News of data breaches is all too common. This company apologizes for six million accounts breached. That company acknowledges hackers accessed 35,000 users’ personal identifiable information. But the question that probably matters most: Is your data breached, too?
The company should contact you if your information is in a data leak, but you can’t rely on that. You can also find out if your phone number or email address has been leaked by visiting https://haveibeenpwned.com/.
HaveIBeenPwned has uploaded various breaches and consolidated the information to make searching easy. Enter your address and get a list of breaches that compromised that email. You’ll get a summary paragraph as well as a description of data compromised in each breach.

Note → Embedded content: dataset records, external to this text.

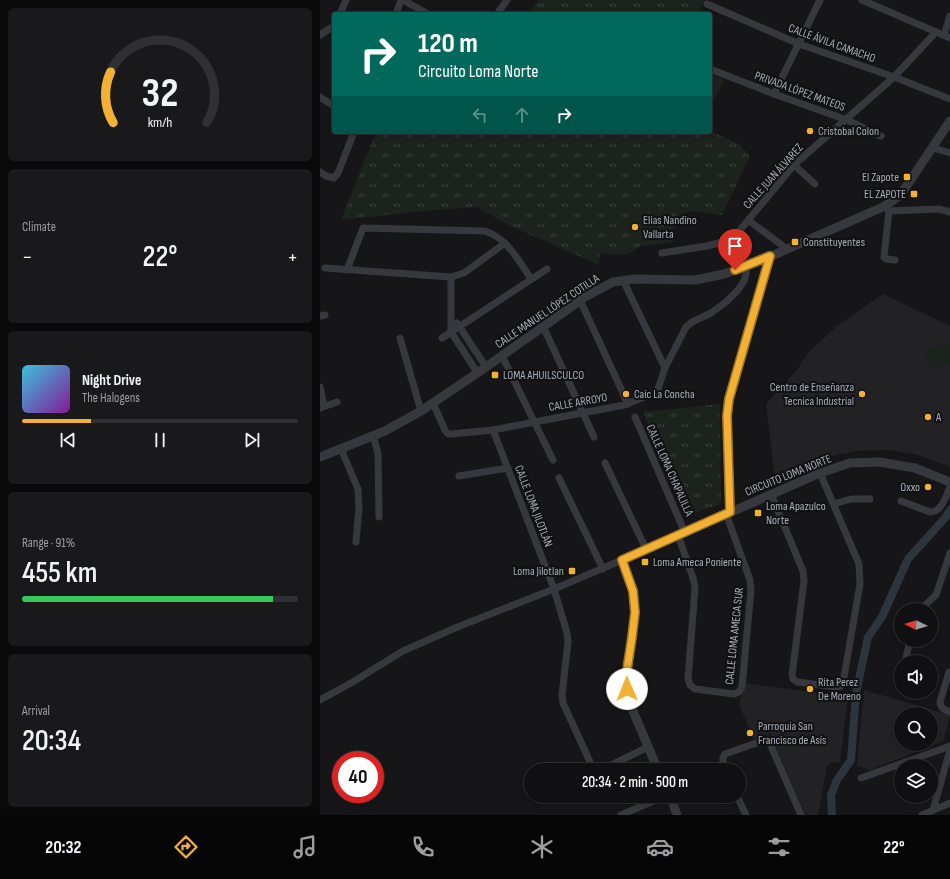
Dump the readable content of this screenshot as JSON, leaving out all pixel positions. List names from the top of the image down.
{
  "streets": {
    "street": [
      "CALLE ÁVILA CAMACHO",
      "PRIVADA LÓPEZ MATEOS",
      "CALLE JUAN ÁLVAREZ",
      "CALLE MANUEL LÓPEZ COTILLA",
      "CALLE ARROYO",
      "CALLE LOMA CHAPALILLA",
      "CIRCUITO LOMA NORTE",
      "CALLE LOMA JILOTLÁN",
      "CALLE LOMA AMECA SUR"
    ]
  },
  "crossings": [
    ["CALLE ÁVILA CAMACHO", "CALLE JUAN ÁLVAREZ"],
    ["PRIVADA LÓPEZ MATEOS", "CALLE JUAN ÁLVAREZ"],
    ["CALLE MANUEL LÓPEZ COTILLA", "CALLE ARROYO"],
    ["CALLE ARROYO", "CALLE LOMA JILOTLÁN"],
    ["CALLE LOMA CHAPALILLA", "CIRCUITO LOMA NORTE"],
    ["CALLE LOMA CHAPALILLA", "CALLE LOMA AMECA SUR"],
    ["CIRCUITO LOMA NORTE", "CALLE LOMA JILOTLÁN"],
    ["CIRCUITO LOMA NORTE", "CALLE LOMA AMECA SUR"]
  ],
  "places": {
    "other": [
      "Cristobal Colon",
      "Elias Nandino Vallarta",
      "Caic La Concha",
      "Centro de Enseñanza Tecnica Industrial",
      "A",
      "Oxxo",
      "Rita Perez De Moreno",
      "Parroquia San Francisco de Asís"
    ],
    "transit": [
      "El Zapote",
      "EL ZAPOTE",
      "Constituyentes",
      "LOMA AHUILSCULCO",
      "Loma Apazulco Norte",
      "Loma Ameca Poniente",
      "Loma Jilotlan"
    ]
  },
  "north": "left",
  "page": {
    "turn": ["120 m", "Circuito Loma Norte"],
    "tile": [
      "Climate",
      ["Range · 91%", "455 km"],
      ["Arrival", "20:34"]
    ],
    "heat": ["−", "22°", "+"],
    "song": ["Night Drive", "The Halogens"],
    "limit": "40",
    "trip": "20:34 · 2 min · 500 m",
    "tabs": ["20:32", "22°"],
    "gauge": ["32", "km/h"]
  }
}
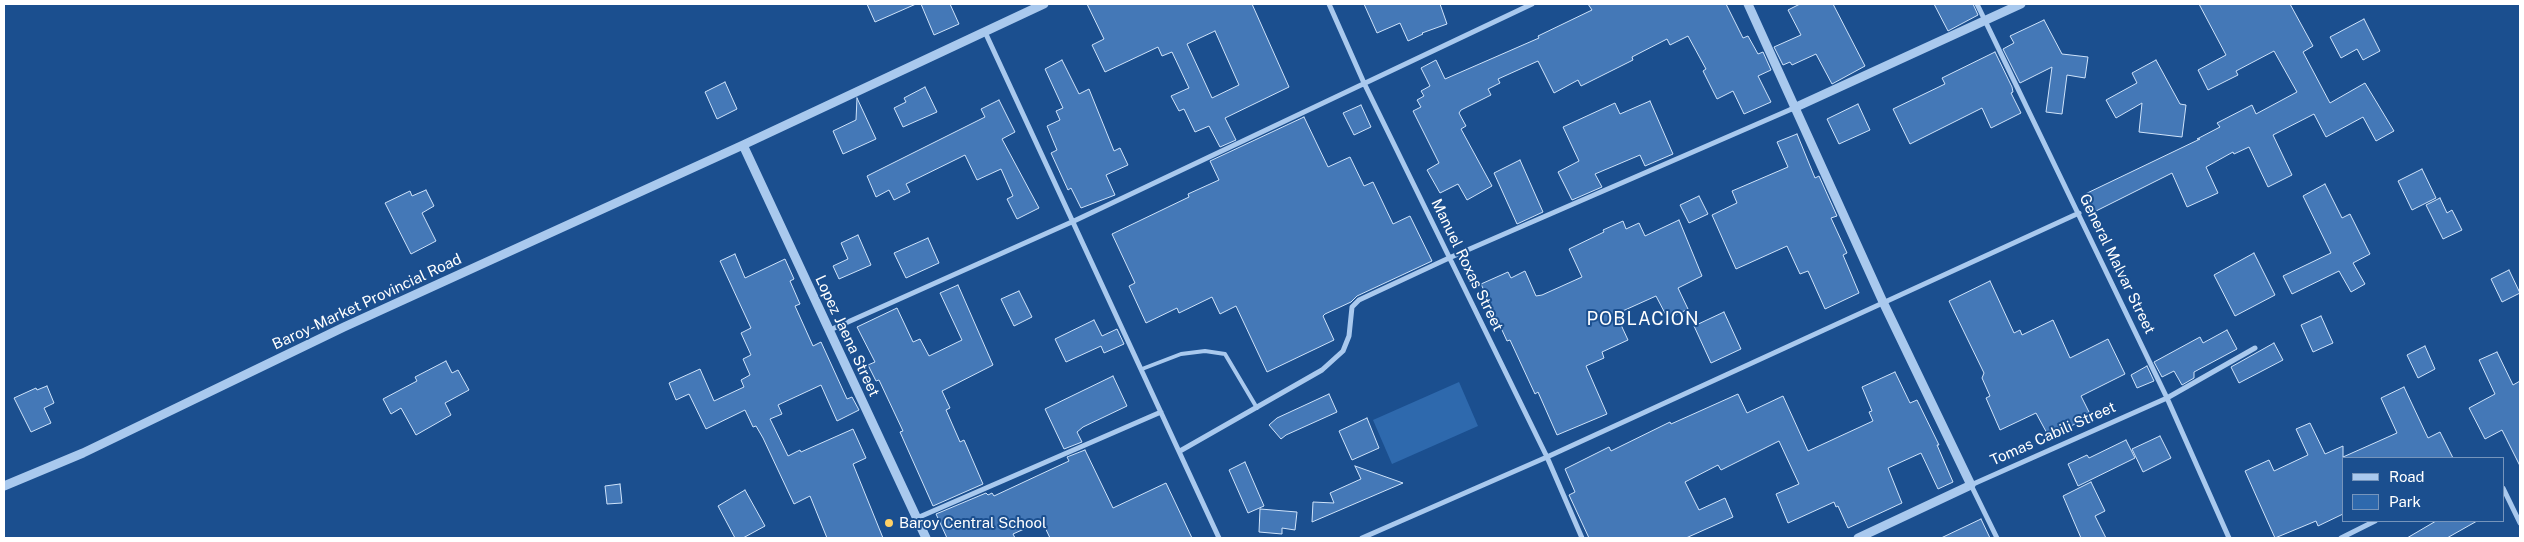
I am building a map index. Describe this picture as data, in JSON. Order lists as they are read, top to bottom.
{
  "streets": {
    "street": [
      "General Malvar Street",
      "Manuel Roxas Street",
      "Baroy-Market Provincial Road",
      "Lopez Jaena Street",
      "Tomas Cabili Street"
    ]
  },
  "crossings": [
    ["General Malvar Street", "Tomas Cabili Street"],
    ["Baroy-Market Provincial Road", "Lopez Jaena Street"]
  ],
  "districts": ["POBLACION"],
  "places": ["Baroy Central School"],
  "legend": ["Road", "Park"]
}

It is not uplifting reading!
Next, the question is what to do about your breached information.
Steps to Better Security
First, change your passwords for those breached accounts. If you use that same password to access other accounts, change those passwords, as well, even if they are not listed as leaked.

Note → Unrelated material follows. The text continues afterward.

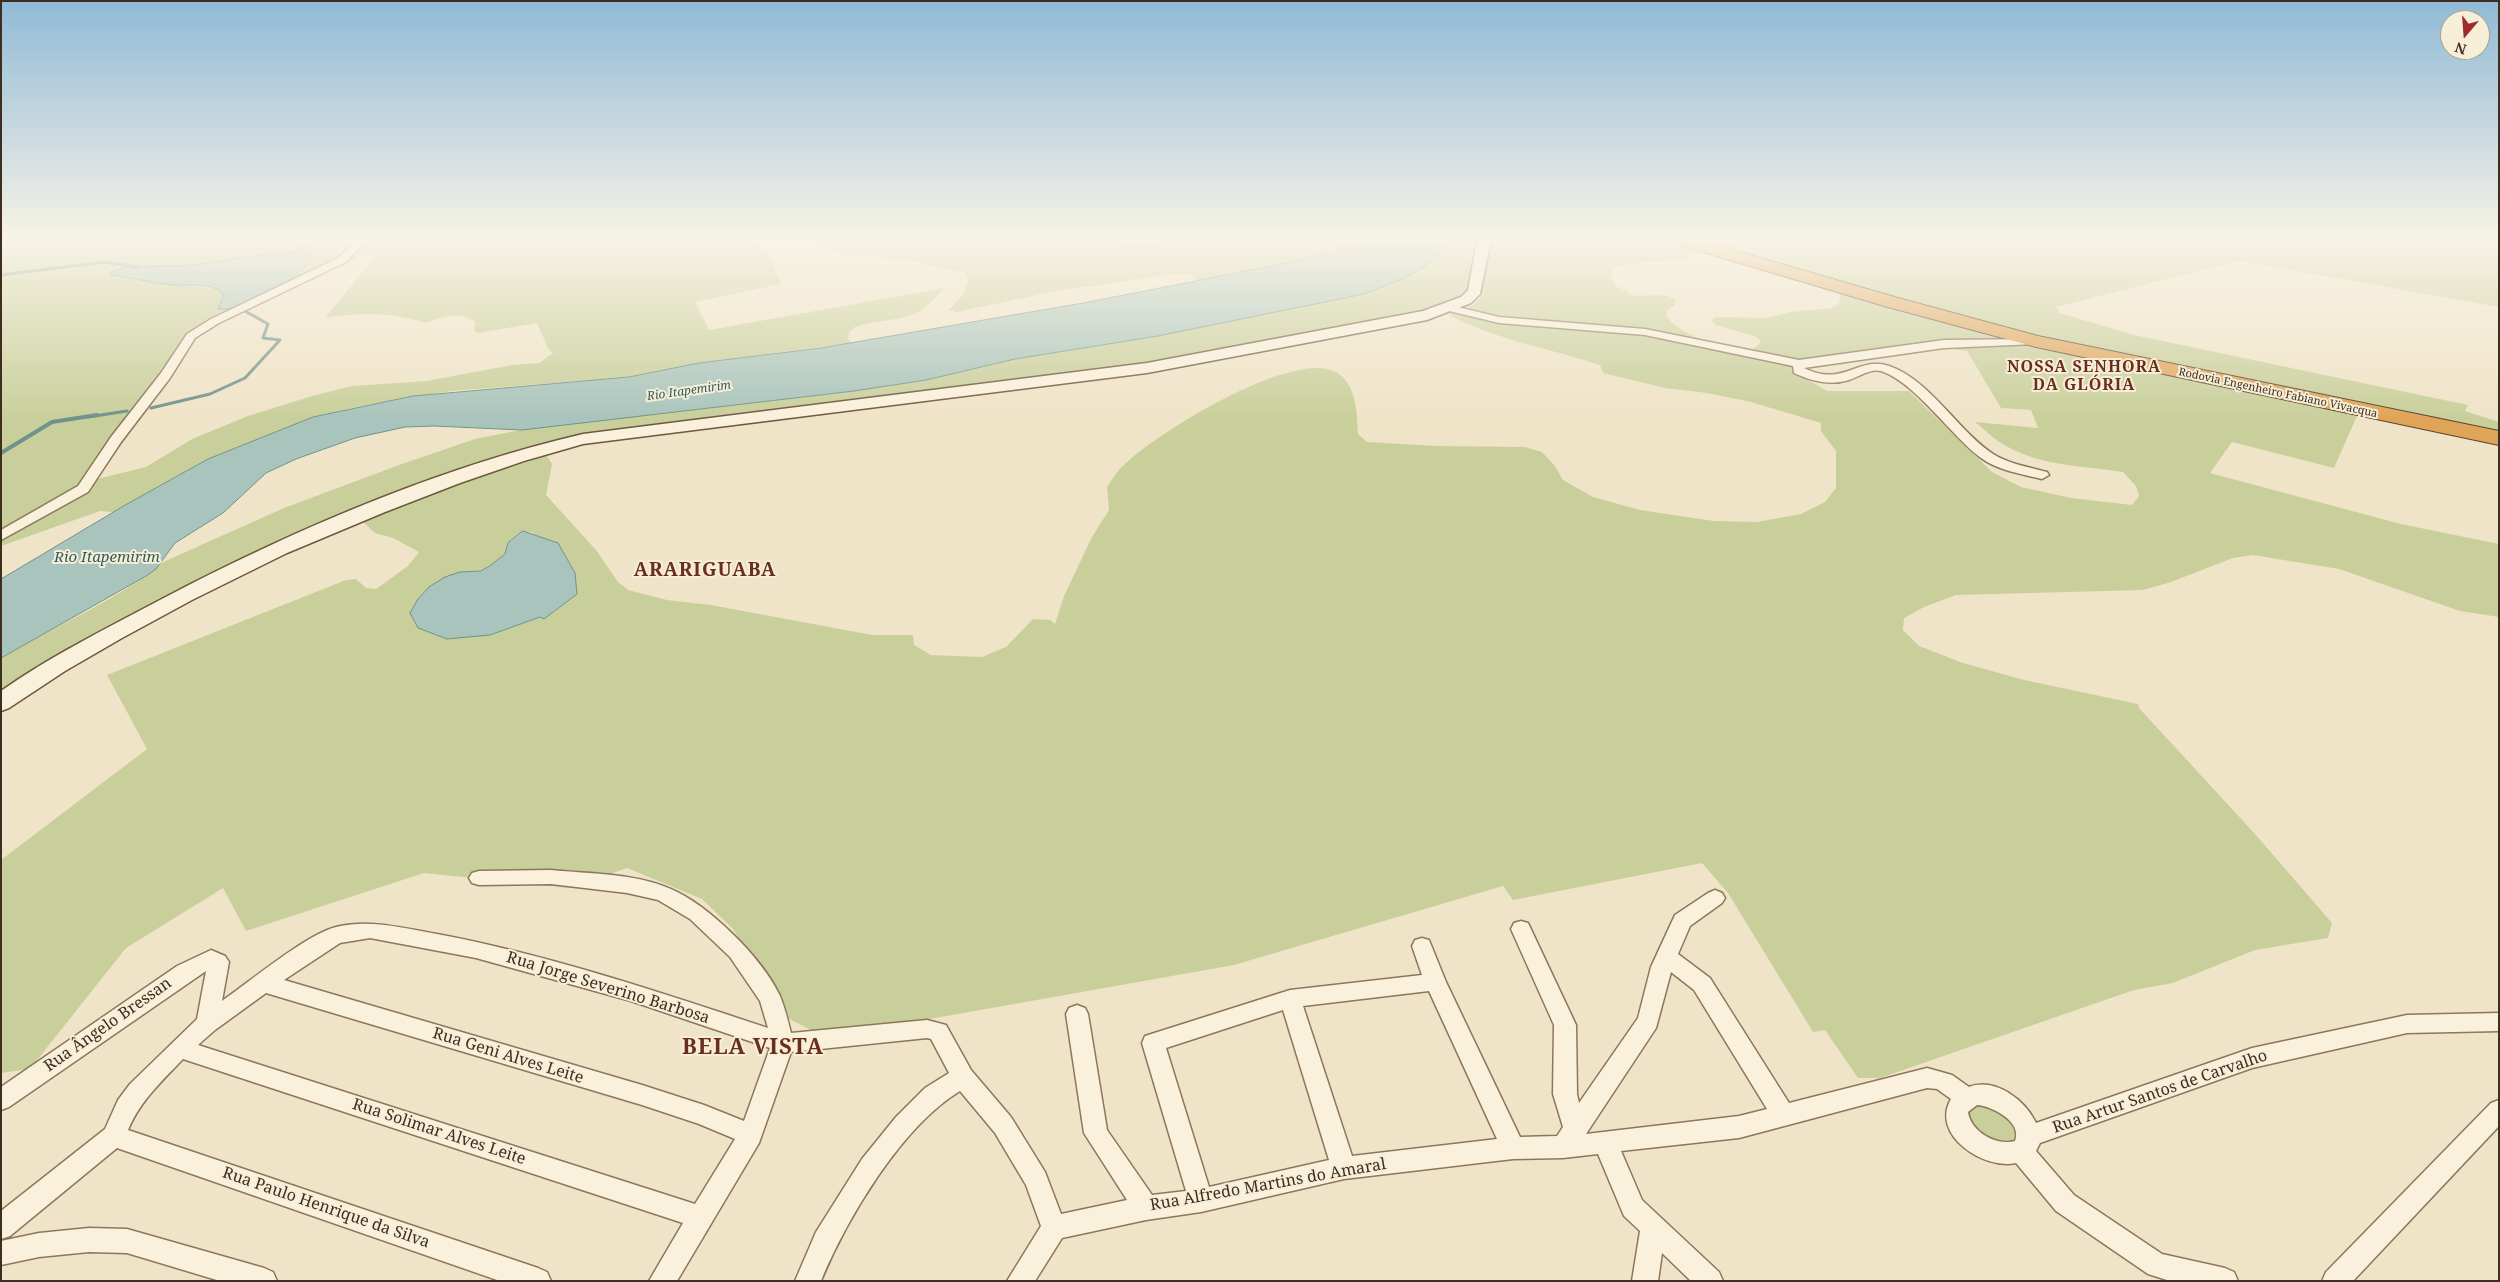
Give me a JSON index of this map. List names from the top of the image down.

Always avoid reusing passwords. Yes, it can be a hassle to remember many different access credentials, but you risk exposing many accounts if you keep reusing one email address and password combo over and again.
Make using unique passwords for all accounts easier by using a password manager. A manager can store your many passwords in one place and generate strong ones to use. You can often download an app to your mobile device, which gives you the convenience of filling in your credentials when you’re on the go, too.

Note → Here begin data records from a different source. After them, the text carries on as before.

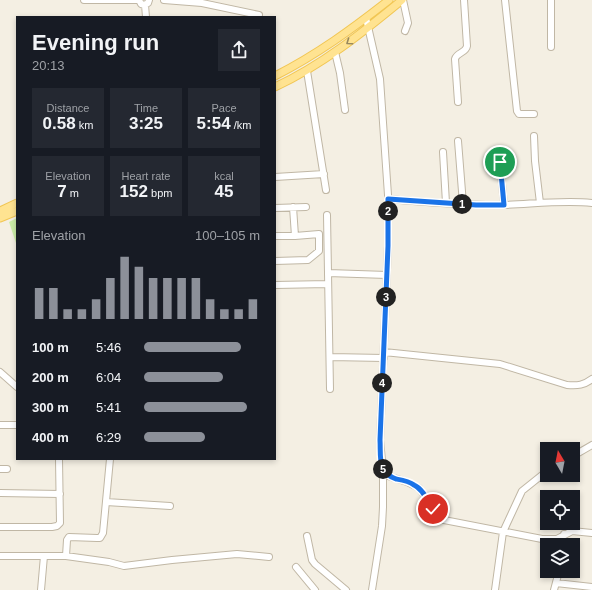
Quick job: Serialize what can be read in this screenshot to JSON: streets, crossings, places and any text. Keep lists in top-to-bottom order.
{
  "north": "top",
  "page": {
    "heading": ["Evening run", "20:13"],
    "stats": [
      ["Distance", "0.58 km"],
      ["Time", "3:25"],
      ["Pace", "5:54 /km"],
      ["Elevation", "7 m"],
      ["Heart rate", "152 bpm"],
      ["kcal", "45"]
    ],
    "pins": [
      "1",
      "2",
      "3",
      "4",
      "5"
    ],
    "chart": ["Elevation", "100–105 m"],
    "list": [
      {
        "name": "100 m",
        "note": "5:46"
      },
      {
        "name": "200 m",
        "note": "6:04"
      },
      {
        "name": "300 m",
        "note": "5:41"
      },
      {
        "name": "400 m",
        "note": "6:29"
      }
    ]
  }
}
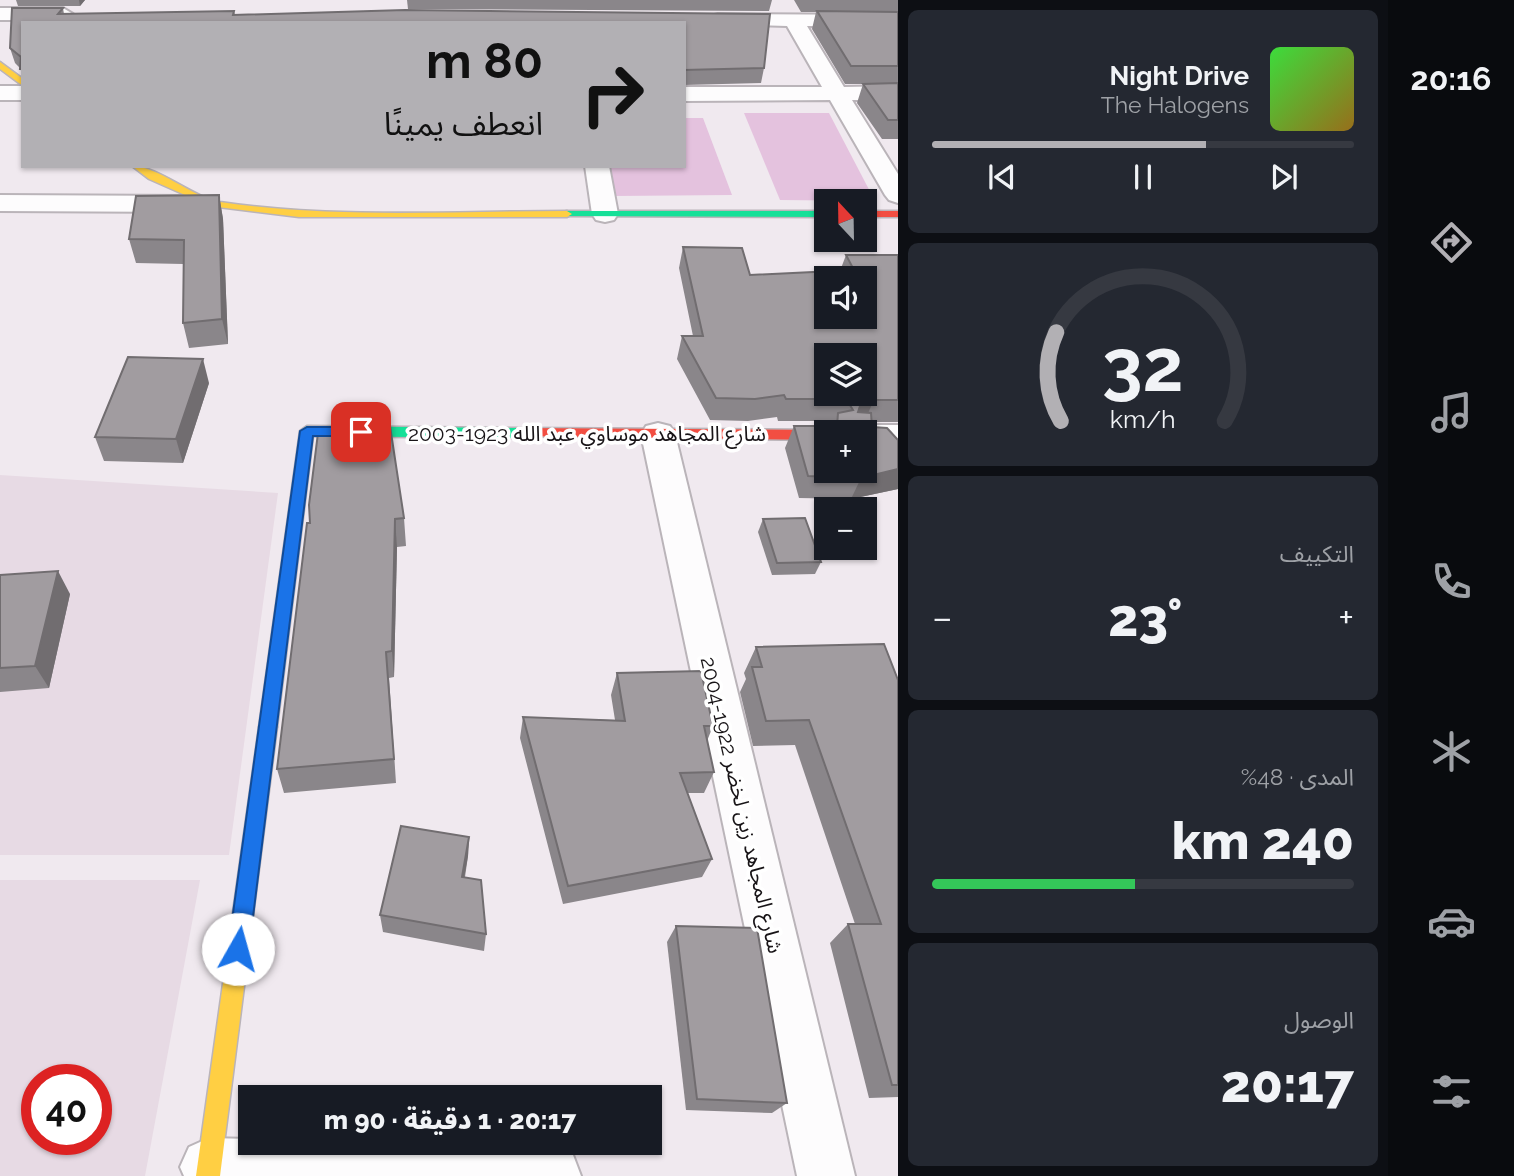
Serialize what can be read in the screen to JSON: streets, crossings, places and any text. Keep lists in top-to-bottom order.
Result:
{
  "streets": {
    "street": ["شارع المجاهد موساوي عبد الله 1923-2003", "شارع المجاهد زين لخضر 1922-2004"]
  },
  "crossings": [
    ["شارع المجاهد موساوي عبد الله 1923-2003", "شارع المجاهد زين لخضر 1922-2004"]
  ],
  "north": "top",
  "page": {
    "tabs": "20:16",
    "turn": ["80 m", "انعطف يمينًا"],
    "song": ["Night Drive", "The Halogens"],
    "map_buttons": ["+", "−"],
    "tile": [
      "التكييف",
      ["المدى · 48%", "240 km"],
      ["الوصول", "20:17"]
    ],
    "heat": ["−", "23°", "+"],
    "limit": "40",
    "trip": "20:17 · 1 دقيقة · 90 m",
    "gauge": ["32", "km/h"]
  }
}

The next step is to use two-factor authentication (2FA).
This adds a layer of difficulty for hackers trying to access your accounts. Even if they had your username and password, they would need a second way to verify your identity.
Using 2FA requires you to provide one of the following before you can gain access:
- something you know (e.g. the answer to a secret question);
- something you have (e.g. your smartphone);
- something you are (e.g. your fingerprint).
A bad actor would need to have not only your leaked credentials but also your other "something."
A common approach to FA is an SMS text message or voice-based authentication. You enter your credentials, then the site follows up with a text or phone call providing a separate code you must then enter. This is not the best method, however. Scammers can hack the SIM card associated with your device, and then use your number to make and receive calls and texts.
Software tokens for 2FA are a safer solution. You’ll download and install an application on your phone (e.g. Authy or Okta Verify). It can generate a unique verification code that is valid only for 30–60 seconds.